[Saved entries]:
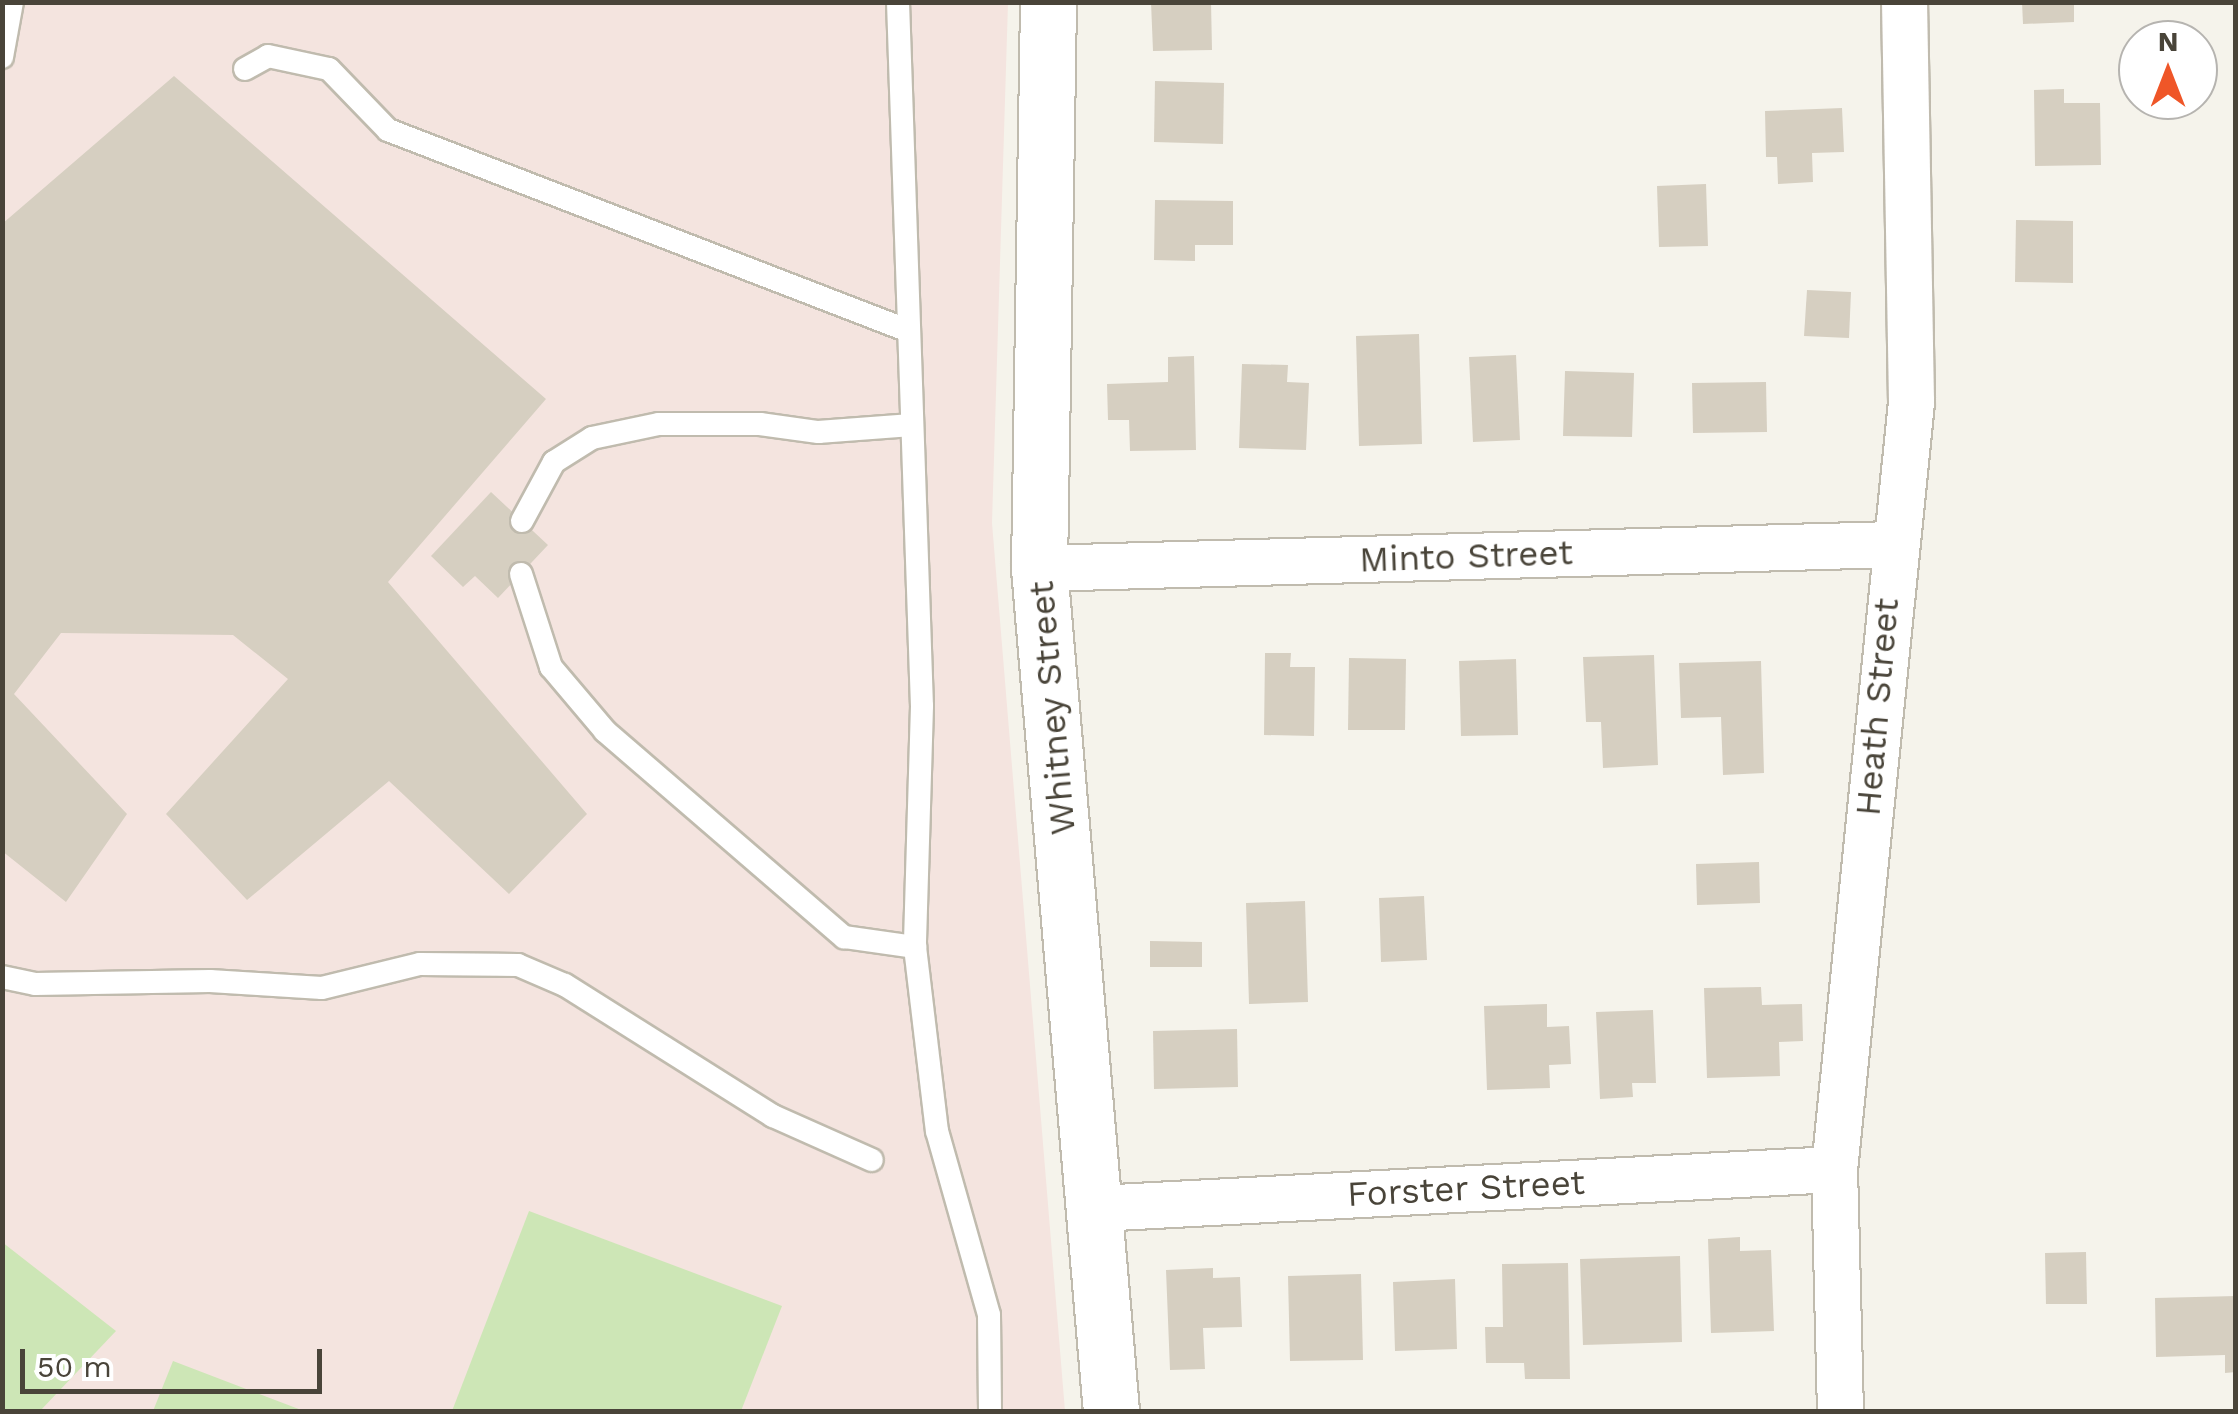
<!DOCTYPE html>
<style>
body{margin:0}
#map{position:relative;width:2238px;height:1414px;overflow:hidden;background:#f5f3eb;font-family:"Work Sans",sans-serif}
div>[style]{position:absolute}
.medical>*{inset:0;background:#f4e4df}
.green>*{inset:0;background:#cde6b6}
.building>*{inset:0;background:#d6cfc1}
.roads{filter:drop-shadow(2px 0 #c0bbae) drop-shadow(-2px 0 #c0bbae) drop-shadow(0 2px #c0bbae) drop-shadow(0 -2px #c0bbae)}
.service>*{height:22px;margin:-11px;padding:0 11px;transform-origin:11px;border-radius:11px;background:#fff}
.minor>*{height:45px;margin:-22.5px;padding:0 22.5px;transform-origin:22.5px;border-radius:22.5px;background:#fff}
.tertiary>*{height:55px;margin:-27.5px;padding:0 27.5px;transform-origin:27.5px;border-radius:27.5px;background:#fff}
span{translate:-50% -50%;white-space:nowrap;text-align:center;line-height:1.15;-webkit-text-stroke:8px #fff;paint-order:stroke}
.street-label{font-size:35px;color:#494439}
.frame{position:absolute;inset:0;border:5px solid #494439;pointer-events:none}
.north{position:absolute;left:2118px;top:20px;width:100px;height:100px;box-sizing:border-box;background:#fff;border:2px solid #b6b4b0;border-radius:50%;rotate:0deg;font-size:28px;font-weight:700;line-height:40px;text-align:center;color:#494439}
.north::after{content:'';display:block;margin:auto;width:35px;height:45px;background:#ef5628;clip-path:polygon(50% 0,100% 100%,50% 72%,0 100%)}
.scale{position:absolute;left:20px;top:1349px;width:302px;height:45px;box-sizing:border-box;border:5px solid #494439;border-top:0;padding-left:12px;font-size:30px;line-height:35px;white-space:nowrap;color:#494439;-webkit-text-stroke:8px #fff;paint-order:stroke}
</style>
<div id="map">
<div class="medical">
<i style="clip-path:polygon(3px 3px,1008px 3px,992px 523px,1065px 1411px,3px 1412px)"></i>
</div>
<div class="green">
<i style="clip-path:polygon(529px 1211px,782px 1306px,741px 1411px,452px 1411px)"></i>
<i style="clip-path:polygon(2px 1242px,116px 1331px,40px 1411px,3px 1411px)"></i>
<i style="clip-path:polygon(173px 1361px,304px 1411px,305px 1411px,153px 1411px)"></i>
</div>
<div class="building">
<i style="clip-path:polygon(1151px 2px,1211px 2px,1212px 50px,1153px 51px)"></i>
<i style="clip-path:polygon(2022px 2px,2074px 2px,2074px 22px,2023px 24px)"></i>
<i style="clip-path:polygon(174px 76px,546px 399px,388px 582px,587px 814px,509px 894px,389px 781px,247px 900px,166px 814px,288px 679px,233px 635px,61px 633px,14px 694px,127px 814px,66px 902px,2px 851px,2px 224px)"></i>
<i style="clip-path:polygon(1155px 81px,1224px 83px,1223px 144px,1154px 142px)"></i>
<i style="clip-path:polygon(2064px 89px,2064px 103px,2100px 103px,2101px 165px,2035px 166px,2034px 90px)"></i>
<i style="clip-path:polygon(1842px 108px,1844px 152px,1812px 153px,1813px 182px,1778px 184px,1777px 157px,1766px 157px,1765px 111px)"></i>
<i style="clip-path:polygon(1706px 184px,1708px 246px,1659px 247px,1657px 186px)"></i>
<i style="clip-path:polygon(1155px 200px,1233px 201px,1233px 245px,1195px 245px,1195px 261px,1154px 260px)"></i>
<i style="clip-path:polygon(2016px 220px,2073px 221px,2073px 283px,2015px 282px)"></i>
<i style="clip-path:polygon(1807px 290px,1851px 292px,1849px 338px,1804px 336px)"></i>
<i style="clip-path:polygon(1419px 334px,1422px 444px,1359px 446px,1356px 336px)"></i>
<i style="clip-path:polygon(1516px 355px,1520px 440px,1473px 442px,1469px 357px)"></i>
<i style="clip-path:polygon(1194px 356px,1196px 450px,1130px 451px,1129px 420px,1108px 420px,1107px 384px,1168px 382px,1168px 357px)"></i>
<i style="clip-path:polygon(1242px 364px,1288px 365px,1287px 382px,1309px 383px,1306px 450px,1239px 448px)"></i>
<i style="clip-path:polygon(1565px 371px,1634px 373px,1632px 437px,1563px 436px)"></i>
<i style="clip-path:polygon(1766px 382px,1767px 432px,1693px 433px,1692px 383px)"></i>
<i style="clip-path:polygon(491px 492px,548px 545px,498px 598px,475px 576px,463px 587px,431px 556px)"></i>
<i style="clip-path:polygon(1265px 653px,1291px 653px,1290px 667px,1315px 667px,1314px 736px,1264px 735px)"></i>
<i style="clip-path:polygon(1654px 655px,1658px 765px,1603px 768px,1601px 722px,1586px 722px,1583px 657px)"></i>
<i style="clip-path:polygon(1349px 658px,1406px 659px,1405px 730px,1348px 730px)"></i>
<i style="clip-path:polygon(1516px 659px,1518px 735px,1461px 736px,1459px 661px)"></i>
<i style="clip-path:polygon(1761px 661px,1764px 773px,1723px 775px,1721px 717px,1681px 718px,1679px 663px)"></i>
<i style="clip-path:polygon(1759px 862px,1760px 903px,1697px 905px,1696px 864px)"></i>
<i style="clip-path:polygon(1424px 896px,1427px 960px,1381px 962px,1379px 898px)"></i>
<i style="clip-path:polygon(1305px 901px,1308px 1002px,1249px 1004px,1246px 903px)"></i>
<i style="clip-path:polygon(1150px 941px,1202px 942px,1202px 967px,1150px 967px)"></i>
<i style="clip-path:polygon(1761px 987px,1762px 1005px,1802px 1004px,1803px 1041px,1779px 1042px,1780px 1076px,1707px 1078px,1704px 988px)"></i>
<i style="clip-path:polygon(1547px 1004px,1547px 1027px,1569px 1026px,1571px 1064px,1549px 1065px,1550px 1088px,1487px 1090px,1484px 1006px)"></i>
<i style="clip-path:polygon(1653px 1010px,1656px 1083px,1632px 1083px,1633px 1097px,1600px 1099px,1596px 1012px)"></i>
<i style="clip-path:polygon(1237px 1029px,1238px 1087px,1154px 1089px,1153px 1031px)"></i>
<i style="clip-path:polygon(1740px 1237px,1740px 1251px,1771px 1250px,1774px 1331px,1711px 1333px,1708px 1239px)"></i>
<i style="clip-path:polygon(2086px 1252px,2087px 1304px,2046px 1304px,2045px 1253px)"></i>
<i style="clip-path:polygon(1680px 1256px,1682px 1342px,1583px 1345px,1580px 1259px)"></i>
<i style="clip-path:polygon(1568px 1263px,1570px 1379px,1525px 1379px,1524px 1363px,1486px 1363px,1485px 1327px,1503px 1327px,1502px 1264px)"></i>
<i style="clip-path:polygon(1213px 1268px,1213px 1278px,1240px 1277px,1242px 1327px,1203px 1328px,1205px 1369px,1170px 1370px,1166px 1270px)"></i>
<i style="clip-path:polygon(1361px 1274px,1363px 1360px,1290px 1361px,1288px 1276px)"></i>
<i style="clip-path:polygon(1455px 1279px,1457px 1349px,1395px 1351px,1393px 1282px)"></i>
<i style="clip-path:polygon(2236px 1296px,2236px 1372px,2225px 1373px,2225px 1355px,2156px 1357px,2155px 1298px)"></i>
</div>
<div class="roads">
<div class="service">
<i style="left:898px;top:2px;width:704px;rotate:88.05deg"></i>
<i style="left:922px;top:706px;width:241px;rotate:91.7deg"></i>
<i style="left:915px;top:947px;width:185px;rotate:83.2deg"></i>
<i style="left:937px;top:1131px;width:191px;rotate:74.2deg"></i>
<i style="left:989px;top:1315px;width:97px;rotate:89.4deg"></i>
<i style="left:2px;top:57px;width:56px;rotate:-79.7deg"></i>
<i style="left:245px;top:69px;width:26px;rotate:-29deg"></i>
<i style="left:268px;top:56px;width:62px;rotate:12deg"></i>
<i style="left:329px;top:69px;width:85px;rotate:46deg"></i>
<i style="left:388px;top:130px;width:558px;rotate:21.1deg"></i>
<i style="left:522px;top:521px;width:67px;rotate:-61.5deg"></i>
<i style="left:554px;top:462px;width:45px;rotate:-32.3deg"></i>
<i style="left:592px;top:438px;width:68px;rotate:-11.8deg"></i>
<i style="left:659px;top:424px;width:101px"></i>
<i style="left:760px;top:424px;width:59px;rotate:7.9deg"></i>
<i style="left:818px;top:432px;width:94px;rotate:-4.3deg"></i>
<i style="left:521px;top:574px;width:98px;rotate:72.1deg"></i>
<i style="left:551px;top:667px;width:84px;rotate:49.8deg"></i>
<i style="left:605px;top:731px;width:316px;rotate:40.8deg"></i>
<i style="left:844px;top:937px;width:72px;rotate:8deg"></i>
<i style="left:2px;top:977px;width:34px;rotate:12deg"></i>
<i style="left:35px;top:984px;width:175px;rotate:-1deg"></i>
<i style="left:210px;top:981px;width:112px;rotate:3.6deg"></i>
<i style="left:322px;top:988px;width:101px;rotate:-13.8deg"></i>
<i style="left:420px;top:964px;width:98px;rotate:0.6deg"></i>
<i style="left:518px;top:965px;width:51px;rotate:23.1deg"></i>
<i style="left:565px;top:985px;width:246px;rotate:32.2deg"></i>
<i style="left:773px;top:1116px;width:108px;rotate:24deg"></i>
</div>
<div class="minor">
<i style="left:1039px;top:568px;width:853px;rotate:-1.61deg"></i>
<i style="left:1097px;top:1208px;width:738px;rotate:-3.03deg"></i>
<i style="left:1840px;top:1412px;width:243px;rotate:-91.4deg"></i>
<i style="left:1834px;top:1169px;width:772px;rotate:-84.27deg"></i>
<i style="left:1911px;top:401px;width:399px;rotate:-91deg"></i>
</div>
<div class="tertiary">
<i style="left:1048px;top:2px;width:566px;rotate:90.91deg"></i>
<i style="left:1039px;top:568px;width:847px;rotate:85.12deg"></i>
</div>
</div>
<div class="street-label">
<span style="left:1466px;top:556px;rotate:-2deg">Minto Street</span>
<span style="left:1877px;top:707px;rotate:-85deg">Heath Street</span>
<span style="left:1052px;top:708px;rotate:-95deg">Whitney Street</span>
<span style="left:1466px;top:1188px;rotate:-3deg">Forster Street</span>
</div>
<div class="frame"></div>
<div class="north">N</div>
<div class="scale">50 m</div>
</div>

[Prompt]: Exactly as written, restate the lines above from the opening line through the one holding "0 #c0bbae) drop-shadow(-2px", omitting the pictures.

[Answer]:
<!DOCTYPE html>
<style>
body{margin:0}
#map{position:relative;width:2238px;height:1414px;overflow:hidden;background:#f5f3eb;font-family:"Work Sans",sans-serif}
div>[style]{position:absolute}
.medical>*{inset:0;background:#f4e4df}
.green>*{inset:0;background:#cde6b6}
.building>*{inset:0;background:#d6cfc1}
.roads{filter:drop-shadow(2px 0 #c0bbae) drop-shadow(-2px 0 #c0bbae) drop-shadow(0 2px #c0bbae) drop-shadow(0 -2px #c0bbae)}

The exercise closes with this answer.